The listing below should be written out again word for word, please.

++++++++++++++++++++

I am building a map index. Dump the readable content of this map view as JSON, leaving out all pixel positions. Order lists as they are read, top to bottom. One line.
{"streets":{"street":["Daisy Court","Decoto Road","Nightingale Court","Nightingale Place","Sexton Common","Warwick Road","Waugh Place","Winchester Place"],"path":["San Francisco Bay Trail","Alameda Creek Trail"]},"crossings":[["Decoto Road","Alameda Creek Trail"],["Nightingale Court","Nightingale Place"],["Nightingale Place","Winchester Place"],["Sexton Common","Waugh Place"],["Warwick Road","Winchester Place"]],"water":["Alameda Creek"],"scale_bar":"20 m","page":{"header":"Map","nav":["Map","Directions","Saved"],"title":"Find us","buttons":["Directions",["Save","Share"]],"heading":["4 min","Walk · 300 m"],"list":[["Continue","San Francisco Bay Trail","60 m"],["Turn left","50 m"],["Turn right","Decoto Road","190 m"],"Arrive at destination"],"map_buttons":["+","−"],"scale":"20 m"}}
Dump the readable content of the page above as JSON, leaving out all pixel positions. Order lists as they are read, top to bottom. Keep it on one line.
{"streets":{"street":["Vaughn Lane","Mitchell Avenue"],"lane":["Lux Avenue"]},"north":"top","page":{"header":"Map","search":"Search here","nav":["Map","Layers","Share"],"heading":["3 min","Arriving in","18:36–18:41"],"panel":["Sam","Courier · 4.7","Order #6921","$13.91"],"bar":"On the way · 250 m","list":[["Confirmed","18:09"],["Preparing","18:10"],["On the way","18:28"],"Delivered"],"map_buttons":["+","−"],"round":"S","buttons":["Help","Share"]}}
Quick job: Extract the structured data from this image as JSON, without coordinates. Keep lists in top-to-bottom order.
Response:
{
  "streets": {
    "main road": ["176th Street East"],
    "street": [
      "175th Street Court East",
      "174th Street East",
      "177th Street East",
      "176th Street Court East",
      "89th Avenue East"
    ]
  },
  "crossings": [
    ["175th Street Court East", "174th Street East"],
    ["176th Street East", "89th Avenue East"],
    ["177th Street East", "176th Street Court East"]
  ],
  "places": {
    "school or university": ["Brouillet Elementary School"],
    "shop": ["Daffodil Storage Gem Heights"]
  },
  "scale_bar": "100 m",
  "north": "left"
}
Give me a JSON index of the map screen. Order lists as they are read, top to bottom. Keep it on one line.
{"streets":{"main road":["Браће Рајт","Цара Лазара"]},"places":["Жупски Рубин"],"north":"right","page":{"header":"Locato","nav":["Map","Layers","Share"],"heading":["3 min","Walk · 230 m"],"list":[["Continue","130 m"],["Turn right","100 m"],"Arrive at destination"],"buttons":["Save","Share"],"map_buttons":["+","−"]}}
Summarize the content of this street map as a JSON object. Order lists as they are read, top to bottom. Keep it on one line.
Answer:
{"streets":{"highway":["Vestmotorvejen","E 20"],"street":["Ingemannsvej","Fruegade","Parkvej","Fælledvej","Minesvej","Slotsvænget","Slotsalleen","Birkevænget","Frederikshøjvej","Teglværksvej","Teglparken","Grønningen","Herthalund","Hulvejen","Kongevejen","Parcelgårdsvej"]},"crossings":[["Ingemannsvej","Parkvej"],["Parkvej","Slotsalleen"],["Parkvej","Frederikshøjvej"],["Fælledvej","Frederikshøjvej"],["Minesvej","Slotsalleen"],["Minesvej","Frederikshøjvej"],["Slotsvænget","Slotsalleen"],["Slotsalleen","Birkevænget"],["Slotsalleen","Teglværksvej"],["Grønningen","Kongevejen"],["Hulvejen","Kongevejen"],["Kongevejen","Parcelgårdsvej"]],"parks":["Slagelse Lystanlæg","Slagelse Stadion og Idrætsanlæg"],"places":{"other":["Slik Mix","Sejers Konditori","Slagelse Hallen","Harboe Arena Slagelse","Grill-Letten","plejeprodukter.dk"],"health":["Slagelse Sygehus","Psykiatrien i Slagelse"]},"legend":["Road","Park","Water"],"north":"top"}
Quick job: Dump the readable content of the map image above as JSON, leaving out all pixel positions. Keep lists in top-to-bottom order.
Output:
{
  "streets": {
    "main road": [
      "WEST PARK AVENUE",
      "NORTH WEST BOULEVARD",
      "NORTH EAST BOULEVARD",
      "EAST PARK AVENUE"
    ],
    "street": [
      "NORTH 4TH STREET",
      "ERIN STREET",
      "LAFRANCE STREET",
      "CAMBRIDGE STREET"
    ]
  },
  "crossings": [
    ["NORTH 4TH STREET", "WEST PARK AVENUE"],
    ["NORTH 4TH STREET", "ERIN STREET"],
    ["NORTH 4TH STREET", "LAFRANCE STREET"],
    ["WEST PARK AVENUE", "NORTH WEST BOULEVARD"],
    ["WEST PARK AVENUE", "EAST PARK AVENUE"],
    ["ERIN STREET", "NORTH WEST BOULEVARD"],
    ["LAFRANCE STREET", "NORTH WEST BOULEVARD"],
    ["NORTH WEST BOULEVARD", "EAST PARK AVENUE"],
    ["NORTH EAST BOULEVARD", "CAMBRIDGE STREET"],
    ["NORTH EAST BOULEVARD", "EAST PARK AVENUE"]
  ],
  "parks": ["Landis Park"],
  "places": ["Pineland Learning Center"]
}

++++++++++++++++++++

EXERCISE SOLUTION:
I am building a map index. Dump the readable content of this map view as JSON, leaving out all pixel positions. Order lists as they are read, top to bottom. One line.
{"streets":{"street":["Daisy Court","Decoto Road","Nightingale Court","Nightingale Place","Sexton Common","Warwick Road","Waugh Place","Winchester Place"],"path":["San Francisco Bay Trail","Alameda Creek Trail"]},"crossings":[["Decoto Road","Alameda Creek Trail"],["Nightingale Court","Nightingale Place"],["Nightingale Place","Winchester Place"],["Sexton Common","Waugh Place"],["Warwick Road","Winchester Place"]],"water":["Alameda Creek"],"scale_bar":"20 m","page":{"header":"Map","nav":["Map","Directions","Saved"],"title":"Find us","buttons":["Directions",["Save","Share"]],"heading":["4 min","Walk · 300 m"],"list":[["Continue","San Francisco Bay Trail","60 m"],["Turn left","50 m"],["Turn right","Decoto Road","190 m"],"Arrive at destination"],"map_buttons":["+","−"],"scale":"20 m"}}
Dump the readable content of the page above as JSON, leaving out all pixel positions. Order lists as they are read, top to bottom. Keep it on one line.
{"streets":{"street":["Vaughn Lane","Mitchell Avenue"],"lane":["Lux Avenue"]},"north":"top","page":{"header":"Map","search":"Search here","nav":["Map","Layers","Share"],"heading":["3 min","Arriving in","18:36–18:41"],"panel":["Sam","Courier · 4.7","Order #6921","$13.91"],"bar":"On the way · 250 m","list":[["Confirmed","18:09"],["Preparing","18:10"],["On the way","18:28"],"Delivered"],"map_buttons":["+","−"],"round":"S","buttons":["Help","Share"]}}
Quick job: Extract the structured data from this image as JSON, without coordinates. Keep lists in top-to-bottom order.
Response:
{
  "streets": {
    "main road": ["176th Street East"],
    "street": [
      "175th Street Court East",
      "174th Street East",
      "177th Street East",
      "176th Street Court East",
      "89th Avenue East"
    ]
  },
  "crossings": [
    ["175th Street Court East", "174th Street East"],
    ["176th Street East", "89th Avenue East"],
    ["177th Street East", "176th Street Court East"]
  ],
  "places": {
    "school or university": ["Brouillet Elementary School"],
    "shop": ["Daffodil Storage Gem Heights"]
  },
  "scale_bar": "100 m",
  "north": "left"
}
Give me a JSON index of the map screen. Order lists as they are read, top to bottom. Keep it on one line.
{"streets":{"main road":["Браће Рајт","Цара Лазара"]},"places":["Жупски Рубин"],"north":"right","page":{"header":"Locato","nav":["Map","Layers","Share"],"heading":["3 min","Walk · 230 m"],"list":[["Continue","130 m"],["Turn right","100 m"],"Arrive at destination"],"buttons":["Save","Share"],"map_buttons":["+","−"]}}
Summarize the content of this street map as a JSON object. Order lists as they are read, top to bottom. Keep it on one line.
Answer:
{"streets":{"highway":["Vestmotorvejen","E 20"],"street":["Ingemannsvej","Fruegade","Parkvej","Fælledvej","Minesvej","Slotsvænget","Slotsalleen","Birkevænget","Frederikshøjvej","Teglværksvej","Teglparken","Grønningen","Herthalund","Hulvejen","Kongevejen","Parcelgårdsvej"]},"crossings":[["Ingemannsvej","Parkvej"],["Parkvej","Slotsalleen"],["Parkvej","Frederikshøjvej"],["Fælledvej","Frederikshøjvej"],["Minesvej","Slotsalleen"],["Minesvej","Frederikshøjvej"],["Slotsvænget","Slotsalleen"],["Slotsalleen","Birkevænget"],["Slotsalleen","Teglværksvej"],["Grønningen","Kongevejen"],["Hulvejen","Kongevejen"],["Kongevejen","Parcelgårdsvej"]],"parks":["Slagelse Lystanlæg","Slagelse Stadion og Idrætsanlæg"],"places":{"other":["Slik Mix","Sejers Konditori","Slagelse Hallen","Harboe Arena Slagelse","Grill-Letten","plejeprodukter.dk"],"health":["Slagelse Sygehus","Psykiatrien i Slagelse"]},"legend":["Road","Park","Water"],"north":"top"}
Quick job: Dump the readable content of the map image above as JSON, leaving out all pixel positions. Keep lists in top-to-bottom order.
Output:
{
  "streets": {
    "main road": [
      "WEST PARK AVENUE",
      "NORTH WEST BOULEVARD",
      "NORTH EAST BOULEVARD",
      "EAST PARK AVENUE"
    ],
    "street": [
      "NORTH 4TH STREET",
      "ERIN STREET",
      "LAFRANCE STREET",
      "CAMBRIDGE STREET"
    ]
  },
  "crossings": [
    ["NORTH 4TH STREET", "WEST PARK AVENUE"],
    ["NORTH 4TH STREET", "ERIN STREET"],
    ["NORTH 4TH STREET", "LAFRANCE STREET"],
    ["WEST PARK AVENUE", "NORTH WEST BOULEVARD"],
    ["WEST PARK AVENUE", "EAST PARK AVENUE"],
    ["ERIN STREET", "NORTH WEST BOULEVARD"],
    ["LAFRANCE STREET", "NORTH WEST BOULEVARD"],
    ["NORTH WEST BOULEVARD", "EAST PARK AVENUE"],
    ["NORTH EAST BOULEVARD", "CAMBRIDGE STREET"],
    ["NORTH EAST BOULEVARD", "EAST PARK AVENUE"]
  ],
  "parks": ["Landis Park"],
  "places": ["Pineland Learning Center"]
}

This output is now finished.